#### PROBLEM DETAILS:
Search the records for the string "labels" and return each line that has it.

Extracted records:

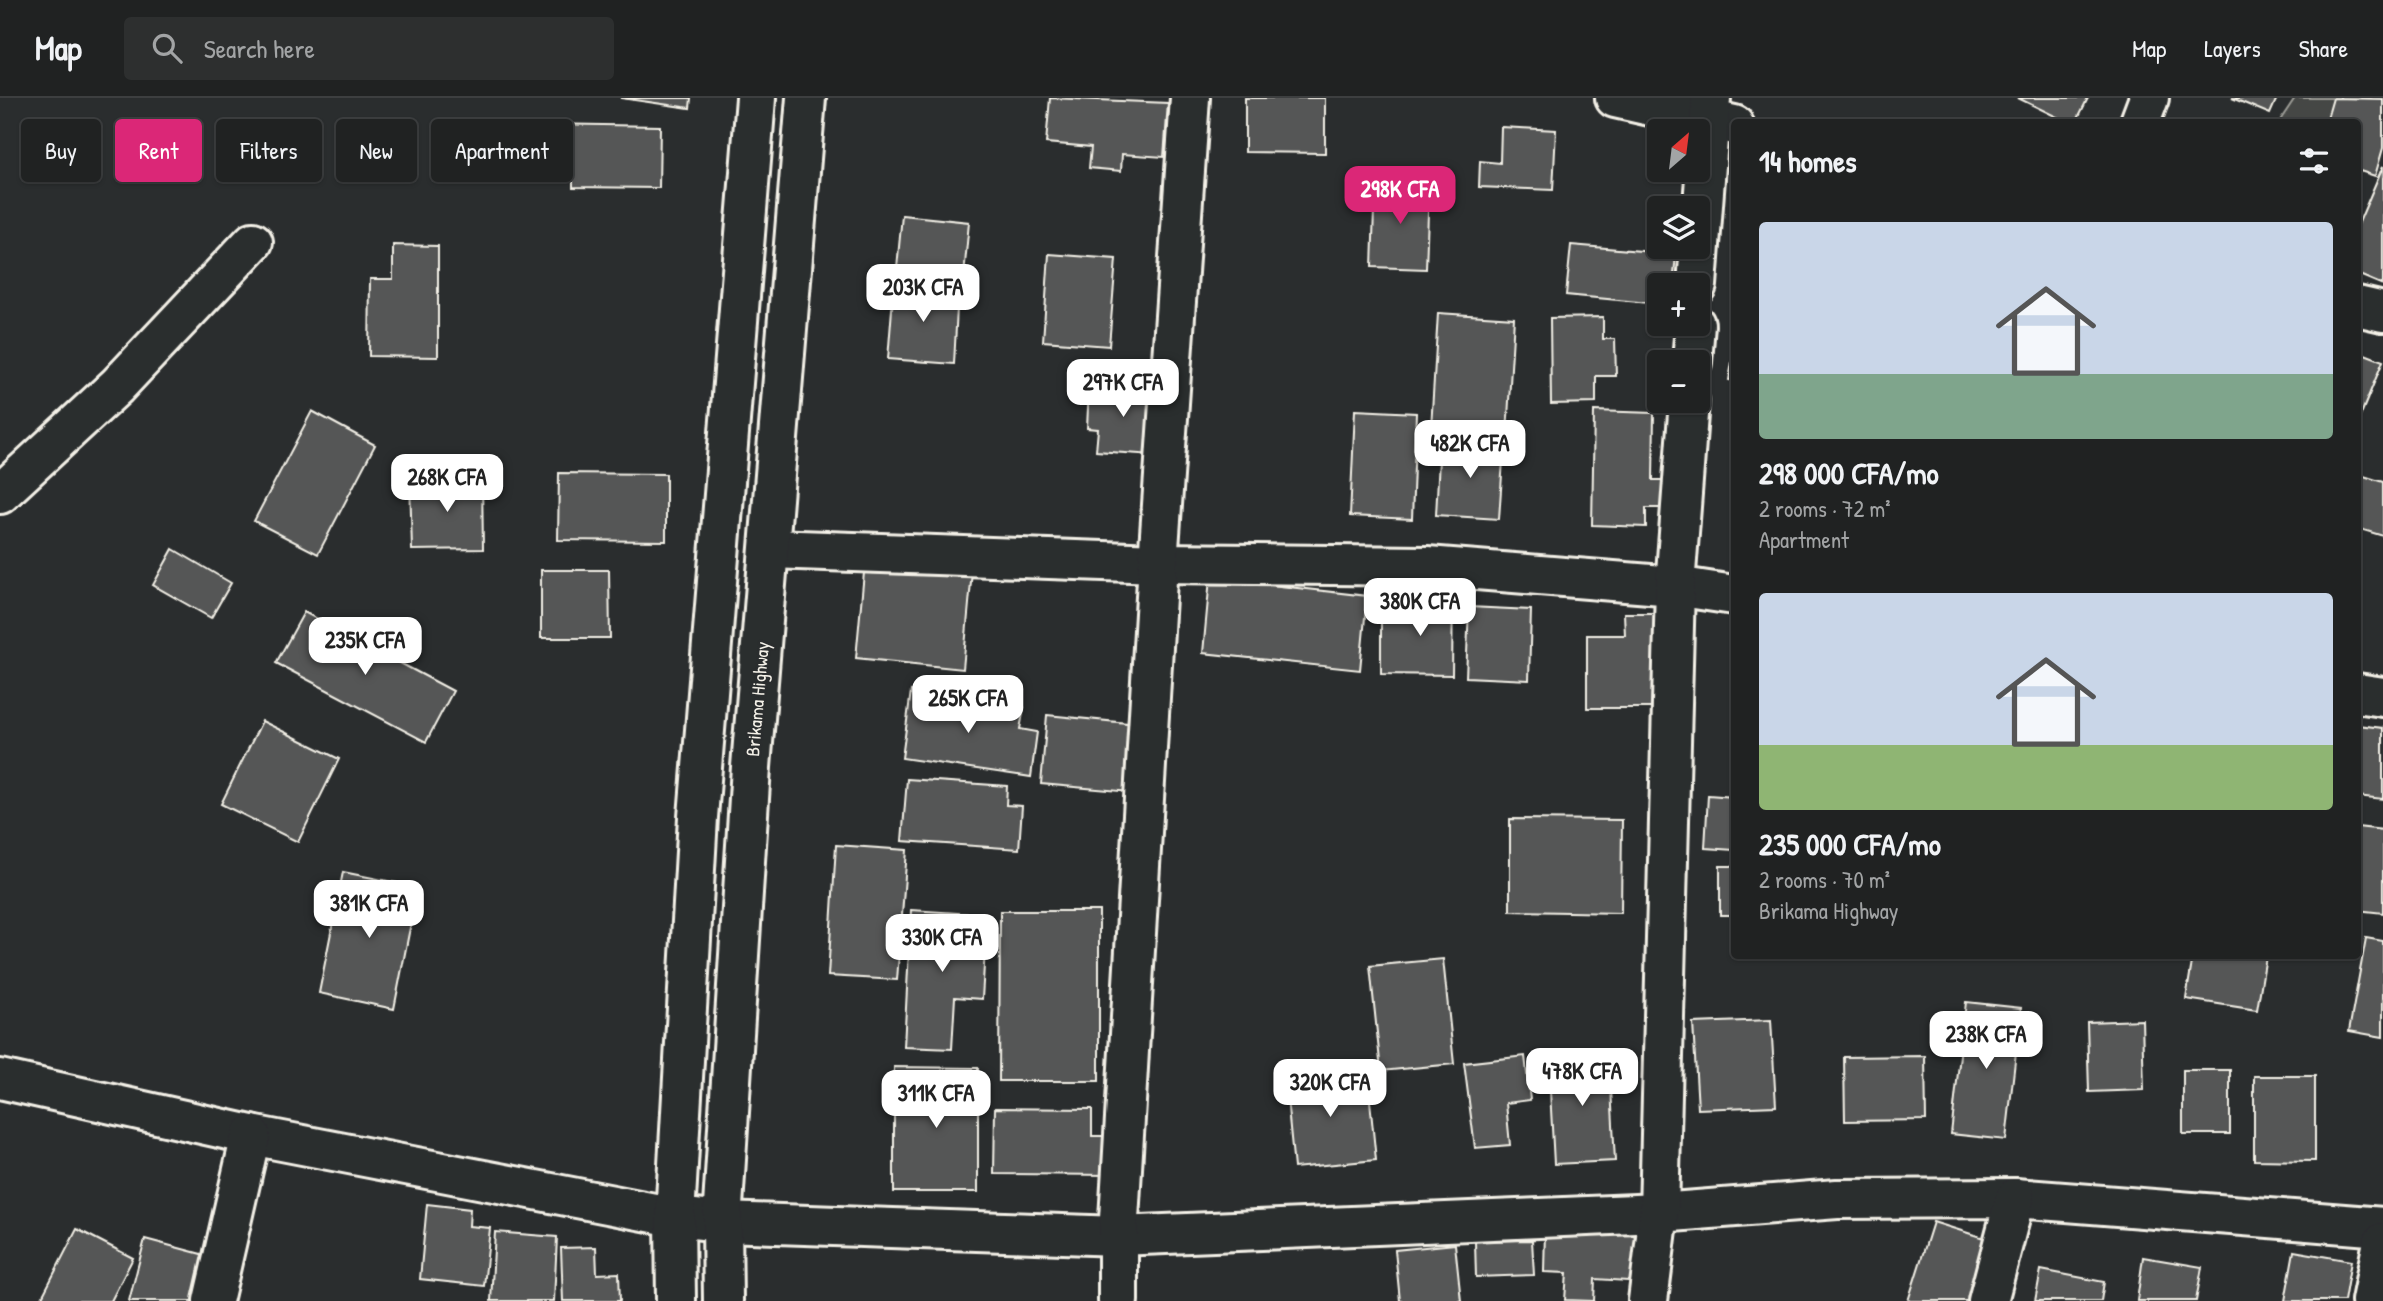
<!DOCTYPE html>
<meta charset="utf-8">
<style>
body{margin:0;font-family:"Patrick Hand",sans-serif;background:#2d2f2f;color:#f1f3f6;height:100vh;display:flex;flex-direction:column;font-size:26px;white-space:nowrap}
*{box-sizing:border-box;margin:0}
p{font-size:23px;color:#a2a4a5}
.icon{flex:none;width:38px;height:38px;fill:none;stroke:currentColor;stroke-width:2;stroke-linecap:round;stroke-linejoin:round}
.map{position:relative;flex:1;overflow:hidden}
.drawer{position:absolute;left:1731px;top:21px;width:630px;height:840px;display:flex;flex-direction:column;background:#202222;border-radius:7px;box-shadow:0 2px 5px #0004,0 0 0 2px #3d3f40}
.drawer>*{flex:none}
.top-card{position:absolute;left:21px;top:21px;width:665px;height:63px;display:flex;gap:14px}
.needle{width:46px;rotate:28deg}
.buttons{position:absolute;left:1647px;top:21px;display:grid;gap:14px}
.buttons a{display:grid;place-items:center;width:63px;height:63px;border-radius:7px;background:#202222;box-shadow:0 2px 5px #0004,0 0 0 2px #3d3f40;font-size:35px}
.price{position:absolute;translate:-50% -60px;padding:0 16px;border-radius:14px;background:#fff;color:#222;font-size:23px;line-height:46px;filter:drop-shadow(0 2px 4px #0008)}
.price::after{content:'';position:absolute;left:50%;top:42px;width:21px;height:16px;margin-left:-10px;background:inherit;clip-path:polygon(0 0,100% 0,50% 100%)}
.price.current{background:#db2777;color:#fff}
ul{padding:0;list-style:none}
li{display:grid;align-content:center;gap:14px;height:371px;padding:0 28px}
li span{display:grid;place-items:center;height:217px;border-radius:7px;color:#555}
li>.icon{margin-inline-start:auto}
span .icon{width:126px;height:126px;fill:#fffc;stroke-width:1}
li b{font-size:30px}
h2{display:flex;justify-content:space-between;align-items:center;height:84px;padding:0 28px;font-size:30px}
.chip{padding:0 24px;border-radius:7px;background:#202222;box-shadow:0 2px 5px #0004,0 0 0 2px #3d3f40;font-size:24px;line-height:63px}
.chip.current{background:#db2777;color:#fff}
header{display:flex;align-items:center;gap:42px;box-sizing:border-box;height:98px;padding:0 35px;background:#202222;border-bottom:2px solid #3d3f40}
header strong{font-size:33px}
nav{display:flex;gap:38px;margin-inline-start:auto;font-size:24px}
.search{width:490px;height:63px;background:#2d2f2f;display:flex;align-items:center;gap:18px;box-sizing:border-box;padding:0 24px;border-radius:7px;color:#a2a4a5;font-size:26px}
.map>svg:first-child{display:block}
.green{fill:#444645;stroke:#9c9c96;stroke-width:2}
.building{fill:#555756;stroke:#f4f1e8;stroke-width:2}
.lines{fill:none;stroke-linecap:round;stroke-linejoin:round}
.minor-casing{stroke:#f4f1e8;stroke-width:44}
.highway-casing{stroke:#f4f1e8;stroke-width:44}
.minor{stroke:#2a2d2e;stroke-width:38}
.highway{stroke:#2a2d2e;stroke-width:38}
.labels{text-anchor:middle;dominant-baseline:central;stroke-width:5;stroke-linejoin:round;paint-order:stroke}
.street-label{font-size:19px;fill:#f4f1e8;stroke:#2a2d2e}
</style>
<header>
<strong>Map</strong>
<div class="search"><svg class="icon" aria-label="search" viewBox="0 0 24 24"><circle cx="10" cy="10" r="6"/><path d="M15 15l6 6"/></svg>Search here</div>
<nav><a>Map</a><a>Layers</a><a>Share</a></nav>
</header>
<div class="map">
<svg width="2383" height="1203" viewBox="0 0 2383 1203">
<rect width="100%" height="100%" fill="#2a2d2e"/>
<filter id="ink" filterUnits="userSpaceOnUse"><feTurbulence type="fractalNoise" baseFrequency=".0143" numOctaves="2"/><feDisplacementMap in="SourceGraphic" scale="14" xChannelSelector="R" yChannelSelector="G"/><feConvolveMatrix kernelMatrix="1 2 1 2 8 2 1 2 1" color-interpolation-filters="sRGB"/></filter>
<g filter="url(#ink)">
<path class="green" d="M2295,0H2370L2340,24H2279Z"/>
<g class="building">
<path d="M621,0H691L690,10Z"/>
<path d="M1050,0L1168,5L1164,59L1122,56L1121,73L1089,70L1091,49L1046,45Z"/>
<path d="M1245,0H1325V55L1245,54Z"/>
<path d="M2018,0H2088L2076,24H2067Z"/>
<path d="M2232,0H2277L2270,16Z"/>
<path d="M2333,0L2383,1V50L2375,78L2357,72V24H2326Z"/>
<path d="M545,26L660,28L659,90L573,89V65H545Z"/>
<path d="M1501,29L1556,32L1553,92L1479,89L1480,63L1500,65Z"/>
<path d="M2383,68V187L2357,176V129Z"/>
<path d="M1375,84L1429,87L1426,171L1372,169Z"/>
<path d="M902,117L969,124L964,177L897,170Z"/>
<path d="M393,147L438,148V259L369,258L370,181H393Z"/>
<path d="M1571,147L1676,156L1673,187H1659V206L1566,197Z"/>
<path d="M1049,156L1116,161L1109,248L1043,243Z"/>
<path d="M894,186L958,191L954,266L888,261Z"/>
<path d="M1438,215L1514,220L1507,336L1431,330Z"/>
<path d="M1603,219V241H1615L1616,278H1596V305L1551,306L1550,220Z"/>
<path d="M1734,252V283L1729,282Z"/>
<path d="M2357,253L2383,263L2357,326Z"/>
<path d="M1089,288L1158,292L1154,357L1096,353L1098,331L1087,330Z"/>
<path d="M1355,312L1416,315L1412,421L1350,418Z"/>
<path d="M312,313L375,347L318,456L254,423Z"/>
<path d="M1594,313L1654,315L1653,382H1666V410H1646V429L1592,427Z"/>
<path d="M1440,343L1504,347L1499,421L1436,417Z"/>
<path d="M559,375L666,376V443L558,442Z"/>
<path d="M2357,376L2383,384V438L2357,430Z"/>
<path d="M482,380L483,451L412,452L410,381Z"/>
<path d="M173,451L231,485L211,520L153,487Z"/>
<path d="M866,453L973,462L963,571L856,560Z"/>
<path d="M541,472H609L610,540H541Z"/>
<path d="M1210,480L1367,498L1360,572L1203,555Z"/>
<path d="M1423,490L1453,491L1452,577L1381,576V515L1423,516Z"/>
<path d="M1469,509L1531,512L1529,582L1466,579Z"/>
<path d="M304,514L453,593L426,644L276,565Z"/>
<path d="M1624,515H1659V610H1587V537H1625Z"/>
<path d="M911,593L1024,610L1020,631L1037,634L1031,679L902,660Z"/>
<path d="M1047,617L1137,626L1131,694L1041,686Z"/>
<path d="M262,623L339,661L298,744L221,706Z"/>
<path d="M2357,627L2383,630V701L2357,698Z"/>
<path d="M907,681L1007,688L1006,707L1022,708L1019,751L902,743Z"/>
<path d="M1708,697L1734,699V752L1705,750Z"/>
<path d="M1510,721L1622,722L1621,815L1510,813Z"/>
<path d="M2357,729L2383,732V815L2357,812Z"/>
<path d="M836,747L907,752L897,882L828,878Z"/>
<rect x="1720" y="768" width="14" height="49"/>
<path d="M343,774L418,789L394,911L319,895Z"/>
<path d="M911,812L987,817L982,901L955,899L952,951L904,949Z"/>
<path d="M1000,813H1099V983H999Z"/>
<path d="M2366,840L2383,843V939L2349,933Z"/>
<path d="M2193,858H2266L2257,912L2186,901Z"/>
<path d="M1443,861L1454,966L1381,973L1370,868Z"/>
<path d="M1966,904L2021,910L2006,1042L1951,1036Z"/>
<path d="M1771,922L1776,1008L1698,1011L1693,925Z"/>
<path d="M2142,922L2144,992L2089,994L2087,924Z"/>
<path d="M1609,953L1615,1063L1554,1066L1548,956Z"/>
<path d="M1525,958L1530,1002L1506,1005L1510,1047L1475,1050L1464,965Z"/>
<path d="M1925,958L1926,1022L1845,1023L1844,959Z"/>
<path d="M894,969L978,970V1094H894Z"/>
<rect x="2183" y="972" width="47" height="64"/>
<path d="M1367,973L1376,1062L1294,1070L1285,980Z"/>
<path d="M2254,978H2315V1063L2254,1062Z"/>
<path d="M995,1010L1092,1011V1038H1111V1077L994,1076Z"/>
<path d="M427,1106L470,1111L469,1128L490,1130L484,1188L420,1181Z"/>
<path d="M1933,1124L2003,1146L1985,1203H1908Z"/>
<path d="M77,1131L133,1160L111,1203H40Z"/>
<path d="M1545,1133L1646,1138L1645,1184L1595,1181L1594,1203L1565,1202L1567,1175L1544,1174Z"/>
<path d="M495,1134L557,1139L554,1203H491Z"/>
<path d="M145,1141L205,1157L192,1203H129Z"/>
<path d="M1532,1142L1534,1177L1476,1179L1475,1143Z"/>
<path d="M1455,1146L1461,1203H1400L1395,1152Z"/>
<path d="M596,1149L597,1176L619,1175L620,1203H563L561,1150Z"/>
<path d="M2294,1153L2351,1163L2344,1203H2285Z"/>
<path d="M2143,1159L2202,1169L2196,1203H2137Z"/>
<path d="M2041,1172L2104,1184L2101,1203H2035Z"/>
</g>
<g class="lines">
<defs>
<g id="minor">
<path d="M1615,0L1734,27"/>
<path d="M2140,24L2149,0"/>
<path d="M1697,187L1711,0"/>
<path d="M2357,208L2383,214"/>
<path d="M1692,264L1695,226"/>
<path d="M0,396L117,288L253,144"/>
<path d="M771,451L1158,465L1427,468L1675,488L1734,497"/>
<path d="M2357,595L2383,599"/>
<path d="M0,981L251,1037L675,1119L722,1124L1118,1138L1659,1115L1837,1101L2015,1100L2383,1129"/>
<path d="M213,1203L251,1037"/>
<path d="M1118,1203V1138L1158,465L1190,0"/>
<path d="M1648,1203L1659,1115L1675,488L1689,303"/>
<path d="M1988,1203L2015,1100"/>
<path d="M2371,1203L2383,1144"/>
</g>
<g id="highway">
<path d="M676,1203L675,1119L698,719L756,0"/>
<path d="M723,1203L722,1124L751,669L806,0"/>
</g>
</defs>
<use href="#minor" class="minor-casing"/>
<use href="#highway" class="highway-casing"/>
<use href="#minor" class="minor"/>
<use href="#highway" class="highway"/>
</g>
</g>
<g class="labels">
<g class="street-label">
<text transform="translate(757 601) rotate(-85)">Brikama Highway</text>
</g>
</g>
</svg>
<div class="buttons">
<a><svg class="needle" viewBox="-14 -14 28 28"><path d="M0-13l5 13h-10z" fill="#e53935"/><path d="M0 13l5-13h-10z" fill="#a2a4a5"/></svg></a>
<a><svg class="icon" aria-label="layers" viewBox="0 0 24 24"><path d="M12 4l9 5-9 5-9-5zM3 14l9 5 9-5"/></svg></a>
<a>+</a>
<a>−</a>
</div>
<b class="price current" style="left:1400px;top:128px">298K CFA</b>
<b class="price" style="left:923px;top:226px">203K CFA</b>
<b class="price" style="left:1123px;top:321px">297K CFA</b>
<b class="price" style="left:1470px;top:382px">482K CFA</b>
<b class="price" style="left:447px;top:416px">268K CFA</b>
<b class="price" style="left:1420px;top:540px">380K CFA</b>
<b class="price" style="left:365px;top:579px">235K CFA</b>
<b class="price" style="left:968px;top:637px">265K CFA</b>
<b class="price" style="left:369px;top:842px">381K CFA</b>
<b class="price" style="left:942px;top:876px">330K CFA</b>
<b class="price" style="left:1986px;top:973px">238K CFA</b>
<b class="price" style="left:1582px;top:1010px">478K CFA</b>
<b class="price" style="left:1330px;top:1021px">320K CFA</b>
<b class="price" style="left:936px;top:1032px">311K CFA</b>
<div class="top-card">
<a class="chip">Buy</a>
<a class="chip current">Rent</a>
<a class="chip">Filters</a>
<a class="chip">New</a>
<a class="chip">Apartment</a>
</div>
<section class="drawer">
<h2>14 homes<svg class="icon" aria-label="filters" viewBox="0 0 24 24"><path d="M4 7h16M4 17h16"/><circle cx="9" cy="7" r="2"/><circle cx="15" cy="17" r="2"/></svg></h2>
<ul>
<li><span style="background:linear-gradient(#c9d6e8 70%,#7fa58c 0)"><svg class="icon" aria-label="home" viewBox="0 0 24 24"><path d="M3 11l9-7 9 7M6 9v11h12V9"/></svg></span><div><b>298 000 CFA/mo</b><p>2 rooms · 72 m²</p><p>Apartment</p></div></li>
<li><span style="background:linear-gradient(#c9d6e8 70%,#8fb573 0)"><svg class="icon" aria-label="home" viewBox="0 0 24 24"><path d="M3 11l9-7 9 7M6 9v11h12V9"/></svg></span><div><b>235 000 CFA/mo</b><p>2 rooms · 70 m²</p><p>Brikama Highway</p></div></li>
</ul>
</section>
</div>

#### COMPLETED EXERCISE:
.labels{text-anchor:middle;dominant-baseline:central;stroke-width:5;stroke-linejoin:round;paint-order:stroke}
<g class="labels">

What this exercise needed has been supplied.